### Your goal
Among the lines below, take the one holding "display:grid; place-items:center; width:39px;", the one holding "font-size:20px; font-style:normal; color:var(--muted)", and all lines between them. Set them down exactly.

Stored data

╔══

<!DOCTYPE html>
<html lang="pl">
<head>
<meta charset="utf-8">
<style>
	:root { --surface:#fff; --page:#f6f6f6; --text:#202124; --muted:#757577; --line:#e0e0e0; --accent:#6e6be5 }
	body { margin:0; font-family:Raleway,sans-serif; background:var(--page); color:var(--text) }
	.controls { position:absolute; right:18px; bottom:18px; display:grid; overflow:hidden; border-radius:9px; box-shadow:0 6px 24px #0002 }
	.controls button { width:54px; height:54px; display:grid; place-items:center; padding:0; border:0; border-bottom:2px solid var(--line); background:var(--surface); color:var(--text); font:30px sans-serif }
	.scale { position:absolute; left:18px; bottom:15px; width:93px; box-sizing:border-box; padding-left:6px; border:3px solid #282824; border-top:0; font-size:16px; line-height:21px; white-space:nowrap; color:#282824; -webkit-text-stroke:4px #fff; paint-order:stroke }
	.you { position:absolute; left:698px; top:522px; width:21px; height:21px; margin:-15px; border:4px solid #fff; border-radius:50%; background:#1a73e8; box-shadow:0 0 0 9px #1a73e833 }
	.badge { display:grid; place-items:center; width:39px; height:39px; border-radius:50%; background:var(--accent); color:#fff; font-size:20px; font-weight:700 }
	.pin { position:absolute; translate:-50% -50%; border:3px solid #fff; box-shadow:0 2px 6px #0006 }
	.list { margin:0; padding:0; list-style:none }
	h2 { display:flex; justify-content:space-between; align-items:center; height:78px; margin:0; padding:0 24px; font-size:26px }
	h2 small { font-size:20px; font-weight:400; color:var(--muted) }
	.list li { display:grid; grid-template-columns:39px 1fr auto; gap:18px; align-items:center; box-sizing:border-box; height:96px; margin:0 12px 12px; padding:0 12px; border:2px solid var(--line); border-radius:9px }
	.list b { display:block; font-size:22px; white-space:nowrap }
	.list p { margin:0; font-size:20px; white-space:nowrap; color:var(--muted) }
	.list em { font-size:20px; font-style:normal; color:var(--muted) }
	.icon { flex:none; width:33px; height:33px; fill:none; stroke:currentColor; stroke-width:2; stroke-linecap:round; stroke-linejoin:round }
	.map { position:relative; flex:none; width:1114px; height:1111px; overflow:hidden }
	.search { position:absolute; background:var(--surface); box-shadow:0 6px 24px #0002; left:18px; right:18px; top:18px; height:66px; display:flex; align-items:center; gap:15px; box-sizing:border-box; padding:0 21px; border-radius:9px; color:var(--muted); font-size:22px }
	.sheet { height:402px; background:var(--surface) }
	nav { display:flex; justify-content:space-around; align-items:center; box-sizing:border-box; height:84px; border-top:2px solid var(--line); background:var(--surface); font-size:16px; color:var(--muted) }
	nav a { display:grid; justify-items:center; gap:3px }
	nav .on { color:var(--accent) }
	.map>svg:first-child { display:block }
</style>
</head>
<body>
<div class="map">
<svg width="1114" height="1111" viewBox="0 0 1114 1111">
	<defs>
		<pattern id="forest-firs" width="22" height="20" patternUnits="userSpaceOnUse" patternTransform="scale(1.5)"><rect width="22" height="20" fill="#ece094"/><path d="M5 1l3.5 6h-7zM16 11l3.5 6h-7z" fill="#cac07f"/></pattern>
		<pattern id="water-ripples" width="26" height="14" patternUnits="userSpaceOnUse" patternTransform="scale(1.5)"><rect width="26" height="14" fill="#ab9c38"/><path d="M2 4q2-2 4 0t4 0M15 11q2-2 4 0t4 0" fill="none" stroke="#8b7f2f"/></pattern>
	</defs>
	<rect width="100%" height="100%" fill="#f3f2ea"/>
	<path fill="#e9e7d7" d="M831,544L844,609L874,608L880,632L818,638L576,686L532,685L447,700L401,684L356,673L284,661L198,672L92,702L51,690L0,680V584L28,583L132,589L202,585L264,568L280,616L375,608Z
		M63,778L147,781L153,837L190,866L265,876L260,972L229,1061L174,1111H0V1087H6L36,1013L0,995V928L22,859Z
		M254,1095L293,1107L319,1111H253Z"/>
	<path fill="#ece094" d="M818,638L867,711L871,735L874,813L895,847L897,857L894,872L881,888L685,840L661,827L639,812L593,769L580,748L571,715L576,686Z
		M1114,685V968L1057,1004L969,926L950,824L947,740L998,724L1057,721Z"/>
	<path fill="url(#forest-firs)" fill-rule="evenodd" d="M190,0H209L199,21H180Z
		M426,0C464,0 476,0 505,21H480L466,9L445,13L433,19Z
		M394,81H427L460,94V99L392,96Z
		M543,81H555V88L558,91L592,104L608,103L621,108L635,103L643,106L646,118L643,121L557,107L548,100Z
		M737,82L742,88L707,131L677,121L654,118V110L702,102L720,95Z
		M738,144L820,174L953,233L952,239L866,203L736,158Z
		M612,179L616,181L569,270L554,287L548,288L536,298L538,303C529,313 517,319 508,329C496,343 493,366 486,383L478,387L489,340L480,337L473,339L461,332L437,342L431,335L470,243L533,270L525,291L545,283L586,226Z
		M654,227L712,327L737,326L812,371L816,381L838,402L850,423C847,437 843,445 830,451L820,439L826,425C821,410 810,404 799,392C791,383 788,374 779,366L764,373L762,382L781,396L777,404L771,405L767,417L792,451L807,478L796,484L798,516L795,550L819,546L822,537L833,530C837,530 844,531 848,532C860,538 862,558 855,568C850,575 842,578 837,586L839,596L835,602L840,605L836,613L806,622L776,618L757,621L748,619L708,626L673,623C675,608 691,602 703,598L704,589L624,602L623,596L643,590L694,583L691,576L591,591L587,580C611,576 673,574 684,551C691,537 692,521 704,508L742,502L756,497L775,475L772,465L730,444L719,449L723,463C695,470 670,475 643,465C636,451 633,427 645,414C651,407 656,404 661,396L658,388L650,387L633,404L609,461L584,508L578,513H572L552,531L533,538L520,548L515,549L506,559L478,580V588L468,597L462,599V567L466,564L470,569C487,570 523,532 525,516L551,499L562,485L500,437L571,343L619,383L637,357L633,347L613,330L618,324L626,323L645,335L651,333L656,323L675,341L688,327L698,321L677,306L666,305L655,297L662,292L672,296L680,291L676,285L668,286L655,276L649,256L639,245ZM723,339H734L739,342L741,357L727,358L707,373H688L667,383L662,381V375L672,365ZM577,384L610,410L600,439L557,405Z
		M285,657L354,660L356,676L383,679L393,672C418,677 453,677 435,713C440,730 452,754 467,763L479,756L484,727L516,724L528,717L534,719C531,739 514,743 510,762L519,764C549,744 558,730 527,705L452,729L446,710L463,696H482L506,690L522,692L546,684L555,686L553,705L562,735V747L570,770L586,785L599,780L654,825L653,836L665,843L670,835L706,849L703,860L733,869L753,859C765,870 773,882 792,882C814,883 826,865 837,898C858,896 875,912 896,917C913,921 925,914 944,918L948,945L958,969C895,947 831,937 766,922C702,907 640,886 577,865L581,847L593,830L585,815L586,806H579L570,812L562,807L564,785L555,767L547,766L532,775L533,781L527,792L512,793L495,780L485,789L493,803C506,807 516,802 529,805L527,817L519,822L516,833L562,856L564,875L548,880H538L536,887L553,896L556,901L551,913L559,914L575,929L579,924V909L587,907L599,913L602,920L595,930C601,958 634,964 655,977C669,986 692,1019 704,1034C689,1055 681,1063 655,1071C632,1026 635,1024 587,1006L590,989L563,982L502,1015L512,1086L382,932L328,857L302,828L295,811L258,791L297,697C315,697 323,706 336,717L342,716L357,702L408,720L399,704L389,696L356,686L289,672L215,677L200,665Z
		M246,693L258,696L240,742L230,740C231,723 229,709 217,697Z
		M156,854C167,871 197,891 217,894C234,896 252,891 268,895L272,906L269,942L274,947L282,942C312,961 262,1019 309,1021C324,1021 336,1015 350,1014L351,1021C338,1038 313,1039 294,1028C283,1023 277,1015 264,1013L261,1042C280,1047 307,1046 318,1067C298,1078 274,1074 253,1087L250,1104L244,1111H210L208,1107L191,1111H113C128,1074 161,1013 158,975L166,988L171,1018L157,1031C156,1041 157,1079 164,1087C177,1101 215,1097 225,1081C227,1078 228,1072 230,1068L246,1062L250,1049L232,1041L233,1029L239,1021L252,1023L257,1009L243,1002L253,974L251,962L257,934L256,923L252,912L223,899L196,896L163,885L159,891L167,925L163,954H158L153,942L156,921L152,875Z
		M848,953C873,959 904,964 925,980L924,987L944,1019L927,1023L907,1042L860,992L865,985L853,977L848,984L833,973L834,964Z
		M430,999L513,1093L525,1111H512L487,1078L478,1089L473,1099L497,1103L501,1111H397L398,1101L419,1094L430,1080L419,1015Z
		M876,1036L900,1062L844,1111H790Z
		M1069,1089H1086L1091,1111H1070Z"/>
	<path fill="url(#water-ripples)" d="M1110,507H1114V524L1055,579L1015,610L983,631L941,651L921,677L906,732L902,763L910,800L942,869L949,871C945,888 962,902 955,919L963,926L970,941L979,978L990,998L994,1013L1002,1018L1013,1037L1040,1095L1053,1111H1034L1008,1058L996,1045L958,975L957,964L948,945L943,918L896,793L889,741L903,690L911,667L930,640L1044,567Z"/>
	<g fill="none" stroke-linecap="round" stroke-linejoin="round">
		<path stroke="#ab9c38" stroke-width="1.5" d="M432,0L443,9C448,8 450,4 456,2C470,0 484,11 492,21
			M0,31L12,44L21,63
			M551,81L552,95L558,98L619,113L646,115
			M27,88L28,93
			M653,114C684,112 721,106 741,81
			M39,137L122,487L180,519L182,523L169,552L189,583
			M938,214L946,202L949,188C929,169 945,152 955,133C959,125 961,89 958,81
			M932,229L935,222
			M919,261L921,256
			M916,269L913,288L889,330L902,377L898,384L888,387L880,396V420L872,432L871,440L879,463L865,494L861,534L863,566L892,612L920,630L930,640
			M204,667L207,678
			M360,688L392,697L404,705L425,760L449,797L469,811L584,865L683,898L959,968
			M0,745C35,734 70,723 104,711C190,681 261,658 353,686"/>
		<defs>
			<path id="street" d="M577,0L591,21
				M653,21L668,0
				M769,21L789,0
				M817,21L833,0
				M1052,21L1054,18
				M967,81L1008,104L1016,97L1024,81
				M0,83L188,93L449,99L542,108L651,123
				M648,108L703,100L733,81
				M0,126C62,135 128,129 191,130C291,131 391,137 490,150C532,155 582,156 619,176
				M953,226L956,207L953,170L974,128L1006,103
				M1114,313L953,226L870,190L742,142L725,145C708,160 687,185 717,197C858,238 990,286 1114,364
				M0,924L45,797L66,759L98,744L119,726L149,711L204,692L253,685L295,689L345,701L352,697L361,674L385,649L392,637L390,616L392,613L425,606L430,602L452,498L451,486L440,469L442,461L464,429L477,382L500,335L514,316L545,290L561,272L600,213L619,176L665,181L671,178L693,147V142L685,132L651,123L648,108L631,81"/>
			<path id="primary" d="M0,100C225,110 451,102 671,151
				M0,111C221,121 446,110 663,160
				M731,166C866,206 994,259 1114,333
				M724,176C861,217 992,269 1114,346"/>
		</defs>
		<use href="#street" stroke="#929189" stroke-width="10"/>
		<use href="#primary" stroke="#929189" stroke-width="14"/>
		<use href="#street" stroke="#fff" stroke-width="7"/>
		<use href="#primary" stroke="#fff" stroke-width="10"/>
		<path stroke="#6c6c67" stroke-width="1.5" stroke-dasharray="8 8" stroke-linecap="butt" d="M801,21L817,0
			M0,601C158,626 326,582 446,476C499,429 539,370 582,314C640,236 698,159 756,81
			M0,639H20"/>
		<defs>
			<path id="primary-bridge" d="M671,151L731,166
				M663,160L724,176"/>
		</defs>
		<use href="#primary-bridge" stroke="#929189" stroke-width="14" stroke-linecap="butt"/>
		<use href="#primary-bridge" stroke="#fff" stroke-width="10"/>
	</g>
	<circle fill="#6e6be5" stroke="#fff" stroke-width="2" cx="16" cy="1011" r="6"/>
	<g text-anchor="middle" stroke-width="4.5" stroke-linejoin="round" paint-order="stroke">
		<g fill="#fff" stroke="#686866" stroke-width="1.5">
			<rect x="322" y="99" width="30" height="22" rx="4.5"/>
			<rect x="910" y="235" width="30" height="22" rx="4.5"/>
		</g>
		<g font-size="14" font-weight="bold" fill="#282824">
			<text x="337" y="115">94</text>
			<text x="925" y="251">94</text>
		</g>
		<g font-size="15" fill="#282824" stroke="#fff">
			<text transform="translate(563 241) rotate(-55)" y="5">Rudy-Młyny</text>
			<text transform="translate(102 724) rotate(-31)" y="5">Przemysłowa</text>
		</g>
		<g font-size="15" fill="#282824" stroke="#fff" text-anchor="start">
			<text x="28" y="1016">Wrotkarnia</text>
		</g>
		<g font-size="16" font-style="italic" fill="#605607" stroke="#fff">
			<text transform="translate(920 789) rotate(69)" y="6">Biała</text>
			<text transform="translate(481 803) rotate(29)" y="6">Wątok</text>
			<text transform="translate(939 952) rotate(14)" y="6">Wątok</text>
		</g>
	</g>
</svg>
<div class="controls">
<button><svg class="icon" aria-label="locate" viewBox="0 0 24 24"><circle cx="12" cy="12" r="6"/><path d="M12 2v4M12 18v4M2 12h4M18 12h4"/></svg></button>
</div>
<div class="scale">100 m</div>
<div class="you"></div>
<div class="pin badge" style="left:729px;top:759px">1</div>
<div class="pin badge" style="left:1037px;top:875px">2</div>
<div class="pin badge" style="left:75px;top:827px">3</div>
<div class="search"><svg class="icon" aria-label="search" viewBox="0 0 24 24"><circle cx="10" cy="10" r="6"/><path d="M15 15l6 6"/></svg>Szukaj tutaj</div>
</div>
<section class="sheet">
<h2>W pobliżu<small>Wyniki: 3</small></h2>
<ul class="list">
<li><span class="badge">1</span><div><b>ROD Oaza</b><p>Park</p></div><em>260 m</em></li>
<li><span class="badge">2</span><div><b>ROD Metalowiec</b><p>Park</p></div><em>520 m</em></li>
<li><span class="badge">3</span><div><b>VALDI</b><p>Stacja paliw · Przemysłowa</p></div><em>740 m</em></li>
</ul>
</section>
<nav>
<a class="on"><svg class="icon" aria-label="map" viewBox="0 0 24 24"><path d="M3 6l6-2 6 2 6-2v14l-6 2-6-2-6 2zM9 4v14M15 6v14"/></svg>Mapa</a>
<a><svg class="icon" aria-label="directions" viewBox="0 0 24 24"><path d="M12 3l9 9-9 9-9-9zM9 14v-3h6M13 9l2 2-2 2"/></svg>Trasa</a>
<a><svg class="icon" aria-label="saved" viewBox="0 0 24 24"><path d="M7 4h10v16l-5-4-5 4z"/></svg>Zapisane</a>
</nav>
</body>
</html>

╚══

### Completed task
	.badge { display:grid; place-items:center; width:39px; height:39px; border-radius:50%; background:var(--accent); color:#fff; font-size:20px; font-weight:700 }
	.pin { position:absolute; translate:-50% -50%; border:3px solid #fff; box-shadow:0 2px 6px #0006 }
	.list { margin:0; padding:0; list-style:none }
	h2 { display:flex; justify-content:space-between; align-items:center; height:78px; margin:0; padding:0 24px; font-size:26px }
	h2 small { font-size:20px; font-weight:400; color:var(--muted) }
	.list li { display:grid; grid-template-columns:39px 1fr auto; gap:18px; align-items:center; box-sizing:border-box; height:96px; margin:0 12px 12px; padding:0 12px; border:2px solid var(--line); border-radius:9px }
	.list b { display:block; font-size:22px; white-space:nowrap }
	.list p { margin:0; font-size:20px; white-space:nowrap; color:var(--muted) }
	.list em { font-size:20px; font-style:normal; color:var(--muted) }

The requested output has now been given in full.